Mostafa Heravi (; born in 1974 in Mashhad, Iran) is an Iranian filmmaker, photographer, and visual artist currently residing in Netherlands.

Early life
Mostafa Heravi was born in 1974 in Mashhad, Iran. He was raised in a conservative, religious family who, from early childhood, encouraged him to take up drawing, reciting the Quran and calligraphy. Heravi pursued painting in the presence of several master artists, including Hossein Talebi and Amir Khajehamiri.

Career

Music videos
Since childhood, the first thing he was willing to pursue was music, but he could never do so due to living conditions. Therefore, he started his artistic career by painting. While living in Mashhad, he and his friend ran a hair salon to pursue painting. He then moved to Tehran to try theater and also photography. Still, he never took any of them seriously until he entered the university and chose cinema and film-making as his main career.

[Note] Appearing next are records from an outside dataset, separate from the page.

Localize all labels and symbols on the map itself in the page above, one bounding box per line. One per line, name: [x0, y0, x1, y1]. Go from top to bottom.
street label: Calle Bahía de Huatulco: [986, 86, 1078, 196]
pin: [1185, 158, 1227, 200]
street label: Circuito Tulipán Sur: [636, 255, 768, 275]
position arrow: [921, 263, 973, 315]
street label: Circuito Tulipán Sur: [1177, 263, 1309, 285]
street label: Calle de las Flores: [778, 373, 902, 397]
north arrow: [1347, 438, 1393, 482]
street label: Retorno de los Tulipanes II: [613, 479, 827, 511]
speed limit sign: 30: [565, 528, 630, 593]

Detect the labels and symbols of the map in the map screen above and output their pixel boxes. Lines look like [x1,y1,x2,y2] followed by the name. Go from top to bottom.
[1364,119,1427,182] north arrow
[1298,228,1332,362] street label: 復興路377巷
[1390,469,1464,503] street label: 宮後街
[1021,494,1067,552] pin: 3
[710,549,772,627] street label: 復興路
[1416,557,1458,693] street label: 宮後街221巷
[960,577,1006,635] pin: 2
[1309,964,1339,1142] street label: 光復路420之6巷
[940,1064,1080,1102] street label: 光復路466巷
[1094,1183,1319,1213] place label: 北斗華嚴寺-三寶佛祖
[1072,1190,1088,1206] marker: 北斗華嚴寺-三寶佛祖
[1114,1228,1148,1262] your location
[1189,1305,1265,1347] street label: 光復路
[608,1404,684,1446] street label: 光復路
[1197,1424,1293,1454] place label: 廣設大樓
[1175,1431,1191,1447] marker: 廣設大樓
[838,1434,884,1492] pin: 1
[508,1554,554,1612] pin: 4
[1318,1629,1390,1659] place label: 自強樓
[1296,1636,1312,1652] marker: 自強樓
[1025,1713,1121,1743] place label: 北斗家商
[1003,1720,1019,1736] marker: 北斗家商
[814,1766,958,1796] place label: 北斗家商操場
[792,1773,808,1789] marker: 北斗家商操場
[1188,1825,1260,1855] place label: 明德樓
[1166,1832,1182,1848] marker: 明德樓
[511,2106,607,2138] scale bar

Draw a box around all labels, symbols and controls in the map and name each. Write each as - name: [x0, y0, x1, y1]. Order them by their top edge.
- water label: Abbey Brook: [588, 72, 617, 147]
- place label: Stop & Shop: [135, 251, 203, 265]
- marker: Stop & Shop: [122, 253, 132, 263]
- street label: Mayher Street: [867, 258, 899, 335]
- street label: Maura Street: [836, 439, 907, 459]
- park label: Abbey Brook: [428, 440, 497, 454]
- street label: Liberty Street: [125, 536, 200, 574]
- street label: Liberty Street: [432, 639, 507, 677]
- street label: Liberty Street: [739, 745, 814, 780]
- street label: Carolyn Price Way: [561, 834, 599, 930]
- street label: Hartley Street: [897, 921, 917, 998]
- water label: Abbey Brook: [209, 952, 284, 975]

He received a degree in Audiovisual art from the Gerrit Rietveld Academie of Amsterdam. From 2006 to 2010, Heravi worked at the Radio Zamaneh studios. He now works as a filmmaker, photographer, and visual artist in Amsterdam. Heravi is known for his critical social approach.

In 2009, he started to make music videos, the first of which was for exiled, avant-garde Iranian singer Mohsen Namjoo named "Gladiators" that no media outlet would play because of its content. Apart from his collaboration with Namjoo, Heravi has also made music videos for Shahin Najafi; another Iranian singer, singer, songwriter and political activist who is strongly hated by Iranian regime.

In 2011, he produced a music video for rock band khak named "Tanham Nazar" (Don't Leave Me Alone). Mostafa Heravi is director of photography of the 2012 "Kiosk: A Generation Destroyed by Madness". It's a music documentary written and directed by Ala Mohseni which is a review of forty-something-year of Iran's history after Islamic revolution along with the Kiosk band tours. Heravi's first collaboration with Kiosk was in 2008 in which he made the official music video for their version of Ay from bia (Persian: ای یارم بیا) which features Mohsen Namjoo as guest singer. Some shots accompany it from the surrealistic movie The Color of Pomegranates by Armenian director Sergei Paradjanov.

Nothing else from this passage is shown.